PROVIDED DATA:
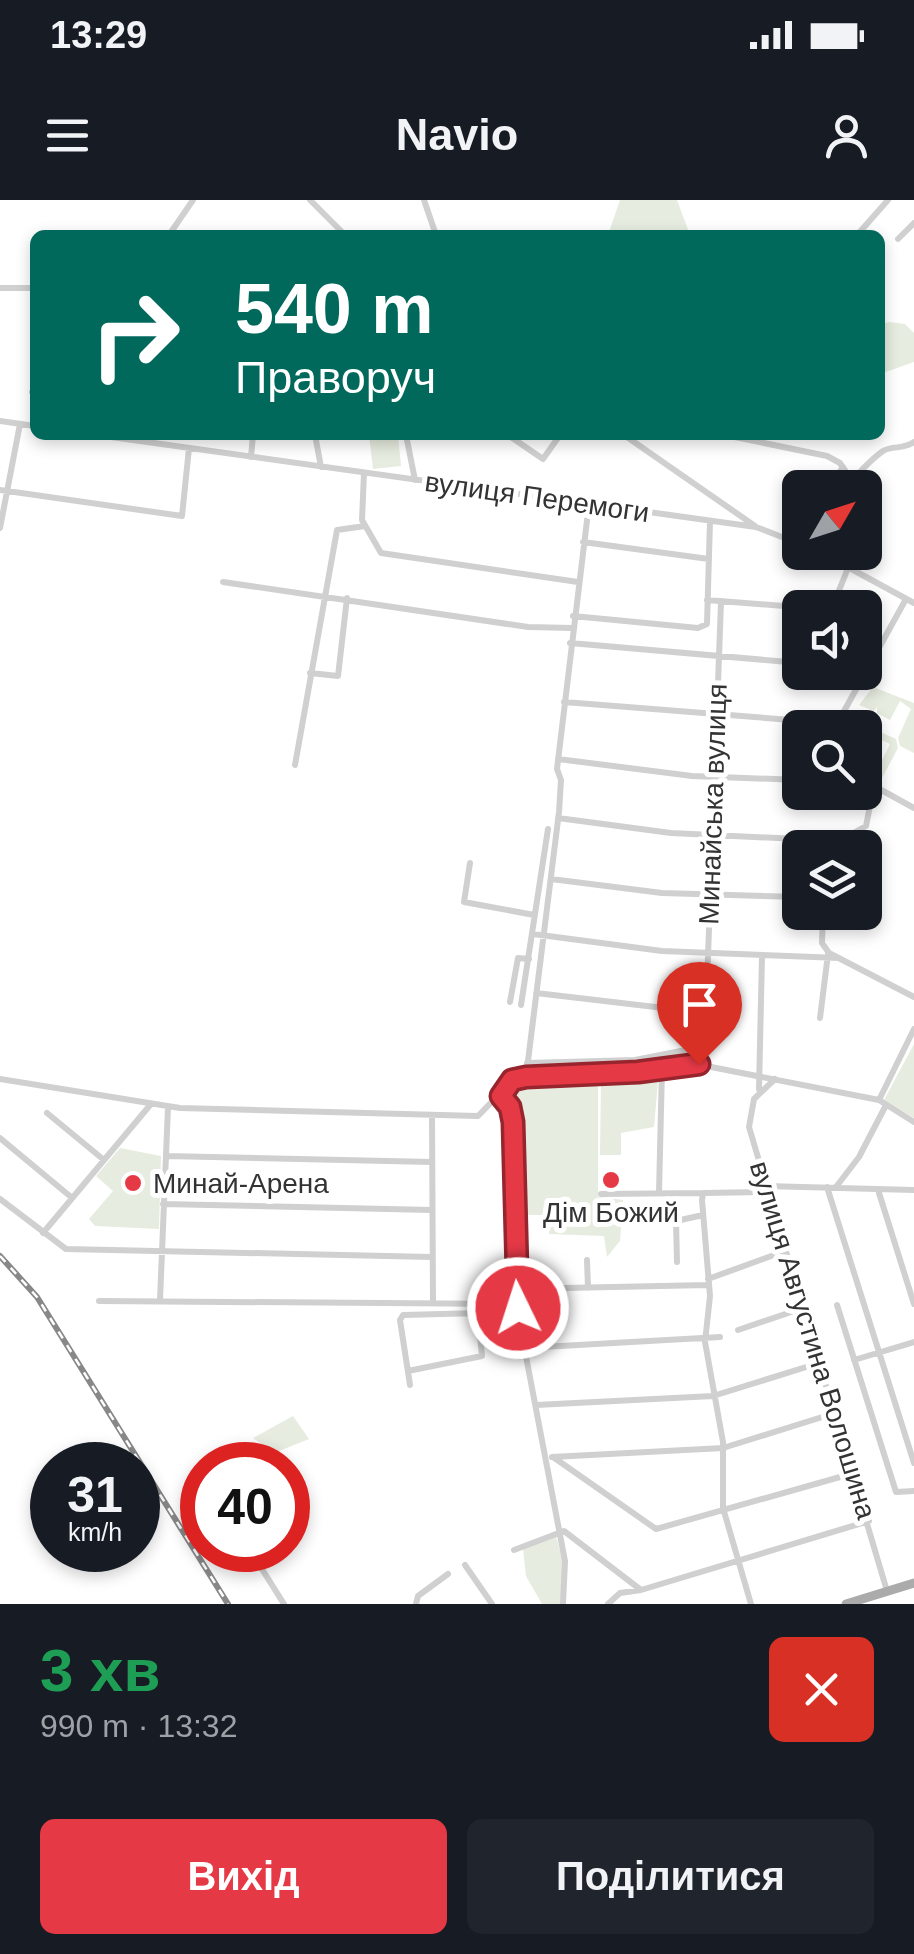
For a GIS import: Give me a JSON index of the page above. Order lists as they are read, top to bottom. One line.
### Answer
{"streets":{"street":["вулиця Перемоги","Минайська вулиця","вулиця Августина Волошина"]},"places":["Дім Божий","Минай-Арена"],"north":"top right","page":{"status":"13:29","header":"Navio","turn":["540 m","Праворуч"],"speed":"31 km/h","limit":"40","heading":["3 хв","990 m · 13:32"],"buttons":["Вихід","Поділитися"]}}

YOUR GOAL:
Transcribe the whole listing exactly. Pictures stay out of your copy.

SOLUTION TO THIS PROBLEM:
For a GIS import: Give me a JSON index of the page above. Order lists as they are read, top to bottom. One line.
### Answer
{"streets":{"street":["вулиця Перемоги","Минайська вулиця","вулиця Августина Волошина"]},"places":["Дім Божий","Минай-Арена"],"north":"top right","page":{"status":"13:29","header":"Navio","turn":["540 m","Праворуч"],"speed":"31 km/h","limit":"40","heading":["3 хв","990 m · 13:32"],"buttons":["Вихід","Поділитися"]}}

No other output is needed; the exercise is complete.